XR-seq analysis of E. coli genome. A, effect of genetic background on recovery of the excised oligomer. In WT cells, 12–13-mers are captured at low yield. In triple exonuclease mutant deficient in major ssDNA exonucleases, the excised oligomer is degraded to a 10-mer by a 3′- to 5′-exonuclease that stops at a nucleotide 3′ to the dimer. Most strikingly, in the uvrD mutant the excised oligomer is much more abundant than in other strains and almost exclusively 12–13-nt in length, consistent with the idea that the “excised” oligomer is not released from the UvrB-UvrC-DNA complex in the absence of UvrD and hence is protected from ssDNA nucleases. B, frequency distribution of log2-transformed TS/NTS repair in all annotated genes. E. coli genes in three indicated strains are colored by sense strand transcription levels going from the lowest quartile RNA-seq count colored in red, to orange, to green, and to the highest transcription quartile in blue. The log2 (TS/NTS) means for each strain are 1.16 for WT, 0.68 for mfd, and 1.17 for uvrD mutant. The vertical black line represents the border where TS repair level is equal to NTS repair.
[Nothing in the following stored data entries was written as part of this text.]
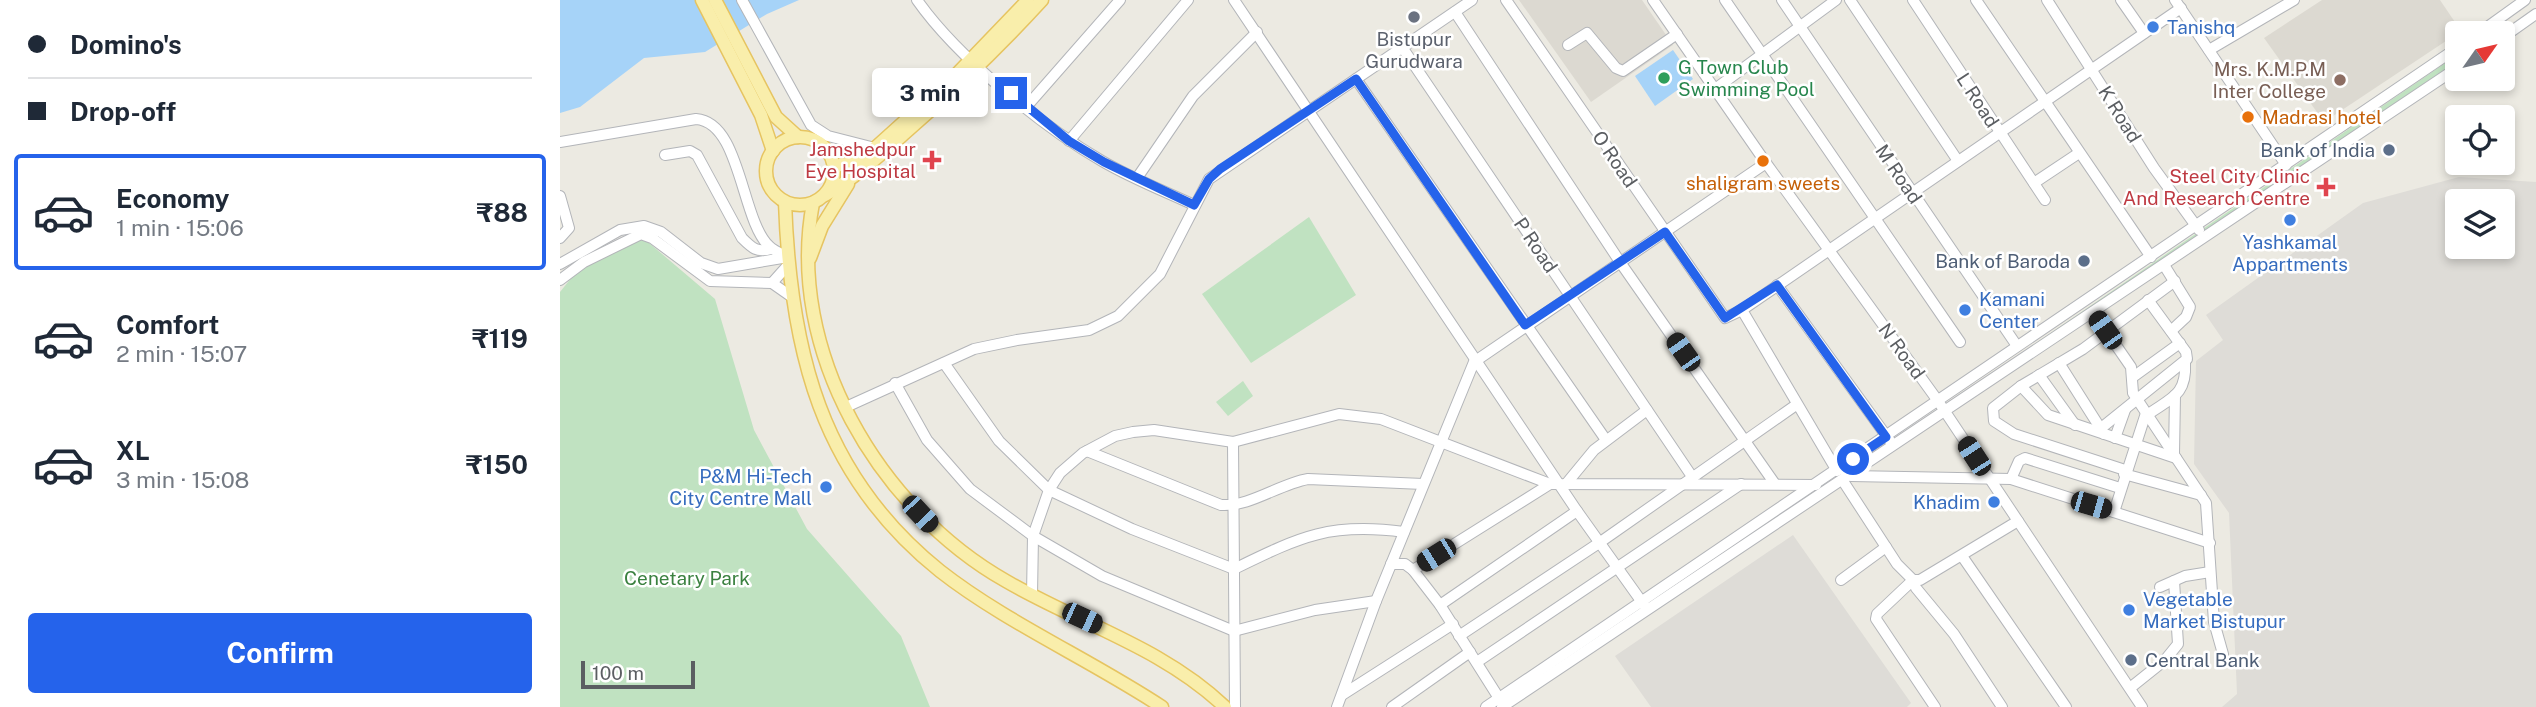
<!DOCTYPE html>
<meta charset="utf-8">
<style>
:root{--surface:#fff;--page:#f6f6f7;--text:#1f2937;--muted:#747a83;--line:#e0e1e3;--accent:#2563eb}
body{margin:0;font-family:"Public Sans",sans-serif;background:var(--page);color:var(--text);height:100vh;display:flex;flex-direction:column;font-size:26px;white-space:nowrap}
*{box-sizing:border-box;margin:0}
p{font-size:23px;color:var(--muted)}
.icon{flex:none;width:38px;height:38px;fill:none;stroke:currentColor;stroke-width:2;stroke-linecap:round;stroke-linejoin:round}
.map{position:relative;flex:1;overflow:hidden}
.side{display:flex;flex-direction:column;background:var(--surface);width:560px}
.side>*{flex:none}
.top-card{display:grid;align-content:center;height:154px;padding:0 28px;background:var(--surface)}
.needle{width:46px;rotate:56deg}
.buttons{position:absolute;left:1885px;top:21px;display:grid;gap:14px}
.buttons a{display:grid;place-items:center;width:70px;height:70px;border-radius:7px;background:var(--surface);box-shadow:0 4px 10px #0003;font-size:35px}
.scale{position:absolute;left:21px;bottom:18px;width:114px;box-sizing:border-box;padding-left:7px;border:4px solid #5b5e62;border-top:0;font-size:19px;line-height:24px;white-space:nowrap;color:#5b5e62;-webkit-text-stroke:5px #fff;paint-order:stroke}
.end{position:absolute;width:32px;height:32px;margin:-16px;border:9px solid #2563eb;background:#fff;box-shadow:0 0 0 4px #fff}
.from{border-radius:50%}
.bubble{position:absolute;height:49px;border-radius:7px;background:var(--surface);box-shadow:0 4px 10px #0003;font-size:23px;font-weight:700;line-height:49px;text-align:center}
.car{position:absolute;width:21px;height:42px;margin:-21px -10px;border-radius:9px;box-shadow:0 0 5px 2px #0007;background:linear-gradient(#222 24%,#8ab4d8 0 40%,#222 0 76%,#8ab4d8 0 86%,#222 0)}
.top-card b{display:flex;align-items:center;gap:24px;height:66px;font-size:26px}
.top-card b+b{border-top:2px solid var(--line)}
.top-card i{width:18px;height:18px;background:var(--text)}
ul{padding:0;list-style:none}
li{display:flex;align-items:center;gap:21px;height:116px;margin:0 14px 10px;padding:0 14px;border:4px solid transparent;border-radius:7px}
li div{flex:1}
li b{display:block;font-size:26px}
li em{font-style:normal;font-weight:700}
li.selected{border-color:var(--accent)}
li>.icon{width:63px;height:63px;stroke-width:1.5}
.primary-button{display:flex;gap:14px;margin-top:auto;padding:14px 28px}
.primary-button a{flex:1;height:80px;border-radius:7px;background:var(--accent);color:#fff;font-size:28px;font-weight:700;line-height:80px;text-align:center}
main{display:flex;flex:1;min-height:0}
.map>svg:first-child{display:block}
.industrial{fill:#dedcd7;fill-rule:evenodd}
.education{fill:#dcd9d1}
.green{fill:#c0e2c1}
.water{fill:#a6d3f8}
.lines{fill:none;stroke-linecap:round;stroke-linejoin:round}
.minor-casing{stroke:#b3b5b9;stroke-width:12}
.major-casing{stroke:#e6c461;stroke-width:15}
.minor{stroke:#fff;stroke-width:10}
.major{stroke:#f9eeab;stroke-width:12}
.route{stroke:#2563eb;stroke-width:9}
.worship-dot{fill:#6b7280;stroke:#fff;stroke-width:2.5}
.shop-dot{fill:#3f7fe0;stroke:#fff;stroke-width:2.5}
.leisure-dot{fill:#2e9e5b;stroke:#fff;stroke-width:2.5}
.education-dot{fill:#8d6e63;stroke:#fff;stroke-width:2.5}
.food-dot{fill:#e8710a;stroke:#fff;stroke-width:2.5}
.service-dot{fill:#5c6f8a;stroke:#fff;stroke-width:2.5}
.health-dot{fill:#e0444e;stroke:#fff;stroke-width:2.5}
.labels{text-anchor:middle;stroke-width:5;stroke-linejoin:round;paint-order:stroke}
.shop-label{font-size:19px;fill:#366cbe;stroke:#fff;text-anchor:start}
.worship-label{font-size:19px;fill:#5b616d;stroke:#fff}
.leisure-label{font-size:19px;fill:#27864d;stroke:#fff;text-anchor:start}
.education-label{font-size:19px;fill:#785e54;stroke:#fff;text-anchor:end}
.street-label{font-size:19px;fill:#5b5e62;stroke:#fff}
.food-label{font-size:19px;fill:#c56008;stroke:#fff;text-anchor:start}
.health-label{font-size:19px;fill:#be3a42;stroke:#fff;text-anchor:end}
.service-label{font-size:19px;fill:#4e5e75;stroke:#fff;text-anchor:end}
.park-label{font-size:19px;fill:#3b8140;stroke:#fff}
</style>
<main>
<section class="side">
<div class="top-card">
<b><i class="from"></i>Domino's</b>
<b><i></i>Drop-off</b>
</div>
<ul>
<li class="selected"><svg class="icon" aria-label="car" viewBox="0 0 24 24"><path d="M5 17H2v-5l4-1 3-4h7l3 4 3 1v5h-3M9 17h6M6 11h13"/><circle cx="7" cy="17" r="2"/><circle cx="17" cy="17" r="2"/></svg><div><b>Economy</b><p>1 min · 15:06</p></div><em>₹88</em></li>
<li><svg class="icon" aria-label="car" viewBox="0 0 24 24"><path d="M5 17H2v-5l4-1 3-4h7l3 4 3 1v5h-3M9 17h6M6 11h13"/><circle cx="7" cy="17" r="2"/><circle cx="17" cy="17" r="2"/></svg><div><b>Comfort</b><p>2 min · 15:07</p></div><em>₹119</em></li>
<li><svg class="icon" aria-label="car" viewBox="0 0 24 24"><path d="M5 17H2v-5l4-1 3-4h7l3 4 3 1v5h-3M9 17h6M6 11h13"/><circle cx="7" cy="17" r="2"/><circle cx="17" cy="17" r="2"/></svg><div><b>XL</b><p>3 min · 15:08</p></div><em>₹150</em></li>
</ul>
<div class="primary-button"><a>Confirm</a></div>
</section>
<div class="map">
<svg width="1976" height="707" viewBox="0 0 1976 707">
<rect width="100%" height="100%" fill="#eceae2"/>
<!-- industrial -->
<g class="industrial">
<path d="M1899,177L1976,182V707H1662L1677,694L1669,513L1634,464L1636,361L1663,340L1646,315L1803,203ZM1897,201H1942V247H1897Z"/>
<path d="M1233,535L1351,703L1347,707H1091L1055,656Z"/>
</g>
<!-- education -->
<g class="education">
<path d="M959,0H1082L1113,45L1031,102Z"/>
<path d="M1762,0H1880L1901,31L1764,122L1704,38Z"/>
</g>
<!-- green -->
<g class="green">
<path d="M1897,55V62L1389,407L1387,404Z"/>
<path d="M749,217L796,295L691,363L642,294Z"/>
<path d="M82,237L155,299L194,430L247,529L341,636L370,707H0V292L16,272Z"/>
<path d="M683,381L693,396L668,416L656,402Z"/>
</g>
<!-- water -->
<g class="water">
<path d="M0,0H239L207,14L145,52L84,58L20,107L0,113Z"/>
<path d="M1113,50L1133,79L1095,106L1075,76Z"/>
</g>
<g class="lines">
<defs>
<g id="minor">
<path d="M182,0L251,125L268,136L315,148"/>
<path d="M357,0C397,57 482,126 542,161C571,178 604,191 634,205"/>
<path d="M674,0L1017,511L1084,605"/>
<path d="M946,0L1165,318L1182,310L1621,8"/>
<path d="M1093,0L1206,163L1378,401L1582,707"/>
<path d="M1165,0L1400,342"/>
<path d="M1222,0L1457,346"/>
<path d="M1290,0L1398,161"/>
<path d="M1353,0L1485,200"/>
<path d="M1416,0L1591,257"/>
<path d="M1487,0L1594,168L1639,230"/>
<path d="M1561,0L1584,33"/>
<path d="M1615,0L1726,165"/>
<path d="M895,12L1060,262L1215,484"/>
<path d="M1919,33L1965,0"/>
<path d="M1942,38L1976,14"/>
<path d="M1008,45L1027,33L1056,68L1063,71L1117,34"/>
<path d="M842,47L1133,478"/>
<path d="M1649,50L1734,0"/>
<path d="M796,79L1046,440"/>
<path d="M1155,89L1276,0"/>
<path d="M467,106L560,0"/>
<path d="M509,141L628,0"/>
<path d="M0,142L136,119C181,122 181,220 209,246C214,251 222,254 228,257"/>
<path d="M105,155L130,151L137,155L182,238C192,248 197,253 211,249"/>
<path d="M577,178L633,96L697,32"/>
<path d="M1474,183L1519,153"/>
<path d="M0,196L9,228L0,238"/>
<path d="M0,264L60,230L84,226L101,232L141,263L158,269L228,257"/>
<path d="M1604,265L1630,307L1626,317L1611,331"/>
<path d="M0,280L24,262L81,234L92,238L150,281L212,283L232,297"/>
<path d="M212,283L229,264"/>
<path d="M1217,285L1330,441"/>
<path d="M1182,310L1277,471"/>
<path d="M1533,312L1571,367L1573,393L1646,503L1654,622L1663,654"/>
<path d="M384,363L439,441L489,490L572,529L674,569C740,537 769,522 844,532"/>
<path d="M1499,363L1544,434"/>
<path d="M1479,375L1515,425"/>
<path d="M1573,377L1620,343"/>
<path d="M335,383L367,440L410,489L473,536L542,576L674,631L755,610L816,601"/>
<path d="M1461,386L1488,415L1616,458"/>
<path d="M286,407L414,349L457,340L529,330L558,316L600,274L649,179L912,0"/>
<path d="M1587,415C1611,398 1627,395 1625,363"/>
<path d="M1540,429L1627,359L1626,352L1588,300"/>
<path d="M1555,438L1565,410"/>
<path d="M673,442L675,707"/>
<path d="M527,451L661,505C690,507 719,484 748,479L863,484"/>
<path d="M1614,454L1615,395"/>
<path d="M1565,470L1454,434L1434,421L1433,408L1461,386L1523,349L1615,281"/>
<path d="M1564,474L1641,495"/>
<path d="M1291,476L1451,479L1650,543"/>
<path d="M1451,479L1459,461L1465,458L1560,488"/>
<path d="M1283,481L1337,564L1353,580H1360L1458,521"/>
<path d="M1006,484L1034,450L1087,410"/>
<path d="M1554,512L1586,413"/>
<path d="M1402,556L1506,707"/>
<path d="M831,564H845L853,570L990,484"/>
<path d="M853,570L880,605L942,703"/>
<path d="M1281,580L1326,547"/>
<path d="M1600,587L1625,576L1650,572"/>
<path d="M472,595L473,536L489,490L500,473L523,453L555,436L573,432L594,430L673,442L779,414L821,419L990,484L1256,485"/>
<path d="M880,605L1017,511"/>
<path d="M899,636L1039,543L1236,405"/>
<path d="M917,662L1181,484"/>
<path d="M1570,688L1605,660L1618,644L1614,581"/>
<path d="M782,695L893,624"/>
<path d="M777,707L816,601L914,362L1206,163"/>
<path d="M832,707L910,652"/>
<path d="M926,707L1897,48"/>
<path d="M942,707L1897,68"/>
<path d="M1375,707L1316,619L1317,614L1353,580L1356,588L1394,634L1442,707"/>
</g>
<g id="major">
<path d="M142,0L201,115L213,151"/>
<path d="M155,0L216,117L238,137"/>
<circle cx="240" cy="171" r="34"/>
<path d="M274,166L293,163L315,148L397,74L468,0"/>
<path d="M265,195C295,178 320,155 346,132C394,90 439,47 482,0"/>
<path d="M225,202C230,349 260,475 380,571C445,622 531,660 602,707"/>
<path d="M253,203C225,350 319,509 446,581C520,624 602,647 665,707"/>
<path d="M250,258L262,226L288,184"/>
</g>
</defs>
<!-- minor casing -->
<use href="#minor" class="minor-casing"/>
<!-- major casing -->
<use href="#major" class="major-casing"/>
<!-- minor -->
<use href="#minor" class="minor"/>
<!-- major -->
<use href="#major" class="major"/>
</g>
<g class="lines">
<!-- route -->
<path class="route" d="M451,93L509,141L544,162L634,205L649,179L660,169L796,79L965,325L1105,232L1165,318L1217,285L1326,437L1293,459"/>
</g>
<!-- markers -->
<circle class="worship-dot" cx="854" cy="17" r="7"/>
<g class="shop-dot">
<circle cx="1593" cy="27" r="7"/>
<circle cx="1730" cy="220" r="7"/>
<circle cx="1405" cy="310" r="7"/>
<circle cx="266" cy="487" r="7"/>
<circle cx="1434" cy="502" r="7"/>
<circle cx="1569" cy="610" r="7"/>
</g>
<circle class="leisure-dot" cx="1104" cy="78" r="7"/>
<circle class="education-dot" cx="1780" cy="80" r="7"/>
<g class="food-dot">
<circle cx="1688" cy="117" r="7"/>
<circle cx="1203" cy="161" r="7"/>
</g>
<g class="service-dot">
<circle cx="1829" cy="150" r="7"/>
<circle cx="1524" cy="261" r="7"/>
<circle cx="1571" cy="660" r="7"/>
</g>
<g class="health-dot">
<path d="M368.5 149.5h7v7h7v7h-7v7h-7v-7h-7v-7h7z"/>
<path d="M1762.5 176.5h7v7h7v7h-7v7h-7v-7h-7v-7h7z"/>
</g>
<g class="labels">
<!-- shop labels -->
<g class="shop-label">
<text x="1607" y="34">Tanishq</text>
<text x="1730" y="249" text-anchor="middle">Yashkamal<tspan x="1730" dy="22">Appartments</tspan></text>
<text x="1419" y="306">Kamani<tspan x="1419" dy="22">Center</tspan></text>
<text x="252" y="483" text-anchor="end">P&amp;M Hi-Tech<tspan x="252" dy="22">City Centre Mall</tspan></text>
<text x="1420" y="509" text-anchor="end">Khadim</text>
<text x="1583" y="606">Vegetable<tspan x="1583" dy="22">Market Bistupur</tspan></text>
</g>
<!-- worship labels -->
<g class="worship-label">
<text x="854" y="46">Bistupur<tspan x="854" dy="22">Gurudwara</tspan></text>
</g>
<!-- leisure labels -->
<g class="leisure-label">
<text x="1118" y="74">G Town Club<tspan x="1118" dy="22">Swimming Pool</tspan></text>
</g>
<!-- education labels -->
<g class="education-label">
<text x="1766" y="76">Mrs. K.M.P.M<tspan x="1766" dy="22">Inter College</tspan></text>
</g>
<!-- street labels -->
<g class="street-label">
<text transform="translate(1418 100) rotate(57)" y="7">L Road</text>
<text transform="translate(1560 114) rotate(58)" y="7">K Road</text>
<text transform="translate(1055 159) rotate(56)" y="7">O Road</text>
<text transform="translate(1339 174) rotate(56)" y="7">M Road</text>
<text transform="translate(976 245) rotate(56)" y="7">P Road</text>
<text transform="translate(1342 351) rotate(54)" y="7">N Road</text>
</g>
<!-- food labels -->
<g class="food-label">
<text x="1702" y="124">Madrasi hotel</text>
<text x="1203" y="190" text-anchor="middle">shaligram sweets</text>
</g>
<!-- health labels -->
<g class="health-label">
<text x="356" y="156">Jamshedpur<tspan x="356" dy="22">Eye Hospital</tspan></text>
<text x="1750" y="183">Steel City Clinic<tspan x="1750" dy="22">And Research Centre</tspan></text>
</g>
<!-- service labels -->
<g class="service-label">
<text x="1815" y="157">Bank of India</text>
<text x="1510" y="268">Bank of Baroda</text>
<text x="1585" y="667" text-anchor="start">Central Bank</text>
</g>
<!-- park labels -->
<g class="park-label">
<text x="127" y="585">Cenetary Park</text>
</g>
</g>
</svg>
<div class="buttons">
<a><svg class="needle" viewBox="-14 -14 28 28"><path d="M0-13l5 13h-10z" fill="#e53935"/><path d="M0 13l5-13h-10z" fill="#747a83"/></svg></a>
<a><svg class="icon" aria-label="locate" viewBox="0 0 24 24"><circle cx="12" cy="12" r="6"/><path d="M12 2v4M12 18v4M2 12h4M18 12h4"/></svg></a>
<a><svg class="icon" aria-label="layers" viewBox="0 0 24 24"><path d="M12 4l9 5-9 5-9-5zM3 14l9 5 9-5"/></svg></a>
</div>
<div class="scale">100 m</div>
<i class="end from" style="left:1293px;top:459px"></i>
<i class="end" style="left:451px;top:93px"></i>
<div class="bubble" style="left:312px;top:68px;width:116px">3 min</div>
<i class="car" style="left:1545px;top:330px;rotate:325deg"></i>
<i class="car" style="left:1123px;top:352px;rotate:325deg"></i>
<i class="car" style="left:1414px;top:456px;rotate:327deg"></i>
<i class="car" style="left:1531px;top:505px;rotate:106deg"></i>
<i class="car" style="left:360px;top:514px;rotate:137deg"></i>
<i class="car" style="left:876px;top:555px;rotate:238deg"></i>
<i class="car" style="left:522px;top:618px;rotate:115deg"></i>
</div>
</main>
C, screen shots of rRNA operon (including gltT RNA gene) transcription (RNA-seq) and excision repair maps (XR-seq) for E. coli WT, and mfd, and uvrD mutants. Note the reversal of the TS/NTS repair ratio in mfd versus WT and the enhancement of the TS/NTS ratio in uvrD mutant even though overall repair is reduced in this strain (58).
Figure 4.
Figure 4.
Damage formation and repair maps of the human genome. A, comparison of UV damage distribution in cellular DNA and naked DNA. Screen shots of the indicated coordinates of chromosome 3 are shown (73). B, screen shots of the XR-seq data for the same chromosome 3 coordinates shown in A. Note the transcribed strand-specific repair for CPD both in WT and XP-C mutant cells and in XP-C mutant cells only for (6-4)PP and the absolute dependence of repair of both photoproducts on transcription and only in the transcribed strand. In CS-B mutant there is no effect of transcription on repair of either lesion (11), and transcription does not inhibit repair of template strand lesions as is seen in mfd E. coli (Fig. 3C). C, chromatin states affect repair rates of cisplatin damage (upper panel) but not cisplatin damage formation (lower panel). Open chromatin states and transcriptionally active regions are repaired more efficiently compared with weakly transcribed regions and heterochromatin (12). D, effect of nucleosomes. Repair efficiency is anti-phase with the nucleosome center in agreement with the in vitro data showing inhibition of cisplatin damage in the nucleosome core (12). E, “volcano pattern” of excision repair of CPDs around active transcription factor-binding sites (TFBS, red bars on x axis), which overlap with DNase I-hypersensitive sites (DHS). Repair is strongly inhibited at the center of the transcription factor-binding sites and is flanked by two peaks of repair in the DNase I-hypersensitive sites, whereas mutation rate “erupts” at the center of the repair “crater” where repair is inhibited (93).